Oggi il grande dilemma appartiene all’atletica leggera, lo sport nel quale fu possibile vincere una medaglia d’oro alle Olimpiadi nella maratona correndo scalzi [Abebe Bikila, 1960]. Diciannove delle venti maratone maschili più veloci e ventotto delle trenta femminili appartengono all’età nuova delle super scarpe, quelle calzature che hanno suole con una piastra di carbonio, in grado di ammortizzare l’impatto con la strada e restituire l’energia. Sono nate versioni per la pista: quelle per lo sprint, per il mezzofondo, per i salti. I miglioramenti degli ultimi anni sono sfacciati, ma a differenza dei costumoni messi al bando le scarpe sono diventate un prodotto di massa. Due anni fa è stato calcolato che alla maratona di Londra le avessero ai piedi 22 mila persone. È un fiume che non si può più arrestare, se non infliggendo infiniti lutti economici alle case produttrici.
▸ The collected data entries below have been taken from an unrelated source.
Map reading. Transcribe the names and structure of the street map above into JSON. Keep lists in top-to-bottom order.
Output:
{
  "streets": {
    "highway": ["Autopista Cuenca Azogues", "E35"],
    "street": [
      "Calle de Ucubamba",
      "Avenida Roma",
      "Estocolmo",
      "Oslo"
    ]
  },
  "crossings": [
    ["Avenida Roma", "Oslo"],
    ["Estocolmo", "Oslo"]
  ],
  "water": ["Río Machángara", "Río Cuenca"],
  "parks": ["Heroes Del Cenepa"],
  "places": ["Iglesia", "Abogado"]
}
Il mondo è pieno di runner gratificati dai continui primati personali. Quattro ore e mezza sono considerate un buon tempo medio per una maratona amatoriale, ma domenica scorsa a Berlino il cantante Harry Styles è arrivato al traguardo sotto le tre ore, e un uomo ce l’ha fatta in tre ore e 40 travestito con un costume da lattina.
Come se non bastasse, l’atletica ha scoperto il potere del bicarbonato. È il nuovo Graal. Viene definito una risposta nuova a un vecchio problema. Gira sotto forma di gel dall’estate del 2023 e se ne giovano in particolar modo nel mezzofondo. Ha la funzione di contrastare l’arrivo dell’acido lattico. Dodici delle prime 20 prestazioni di sempre sugli 800 metri maschili sono arrivate negli ultimi due anni, così come in campo femminile 10 delle prime 16 sui 1.500, comprese quattro delle prime cinque.
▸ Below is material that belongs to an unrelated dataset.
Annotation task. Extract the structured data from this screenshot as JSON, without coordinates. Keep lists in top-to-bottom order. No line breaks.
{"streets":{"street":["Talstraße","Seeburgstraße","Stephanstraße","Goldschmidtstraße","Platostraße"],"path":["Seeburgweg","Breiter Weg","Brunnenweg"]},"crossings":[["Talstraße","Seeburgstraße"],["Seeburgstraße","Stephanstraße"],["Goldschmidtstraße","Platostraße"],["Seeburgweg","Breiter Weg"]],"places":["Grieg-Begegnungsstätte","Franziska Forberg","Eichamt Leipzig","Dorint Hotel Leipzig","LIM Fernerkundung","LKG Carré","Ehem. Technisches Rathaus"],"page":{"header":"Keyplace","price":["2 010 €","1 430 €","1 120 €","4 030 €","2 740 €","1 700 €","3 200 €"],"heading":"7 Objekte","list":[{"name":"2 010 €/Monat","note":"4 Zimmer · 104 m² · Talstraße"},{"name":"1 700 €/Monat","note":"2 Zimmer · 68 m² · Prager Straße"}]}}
La diffusione del bicarbonato è aumentata quando un’azienda svedese ha scoperto la dose giusta da prendere, la dose che mette al riparo dagli effetti indesiderati sul sistema digestivo. Chi lo assume regolarmente non ne fa mistero. Agli ultimi Mondiali di Tokyo ci sono stati 11 primati personali negli 800 metri femminili e quattro nei 1.500. In campo maschile certe vecchie gerarchie si stanno rimescolando forse pure per questo. Per la prima volta dal 1987 l’Africa non ha vinto nessuna delle gare che un tempo dominava: 1.500, 5.000, 10.000, 3.000 siepi.
Non c’è nulla di proibito in quanto accade, il punto è chiedersi se ci sia qualcosa di sleale, di disonesto. Ma se il bicarbonato possono prenderlo tutti: verso chi o verso cosa sarebbe sleale? Il bicarbonato non è l’epo. Aiuta a correre più velocemente, ma non è mai stato un motivo per proibire qualcosa. Dovremmo altrimenti vietare anche l’allenamento in altura e perfino la fisioterapia.
Insieme alle gambe corre però il bisogno periodico dell’umanità di ridefinire le parole, i concetti. Uno dei totem del nostro tempo è il bisogno di sincerità, che nella sua versione spinta diventa ossessione per il reale. È un malware che ha contagiato pure la narrativa, quel campo che dalla verità dovrebbe invece tenersi distante più di altri. Se questo è diventato il codice del nostro tempo, non sarà più la lealtà il bene da proteggere, ma la credibilità. In un mondo che però ci affascina quando ci lascia increduli: un gol da centrocampo, 6 metri e 30 saltati con un’asta, dieci triple su dieci a canestro. Va a finire che dovremo affidare l’antidoping a dei filosofi, anziché alla Wada.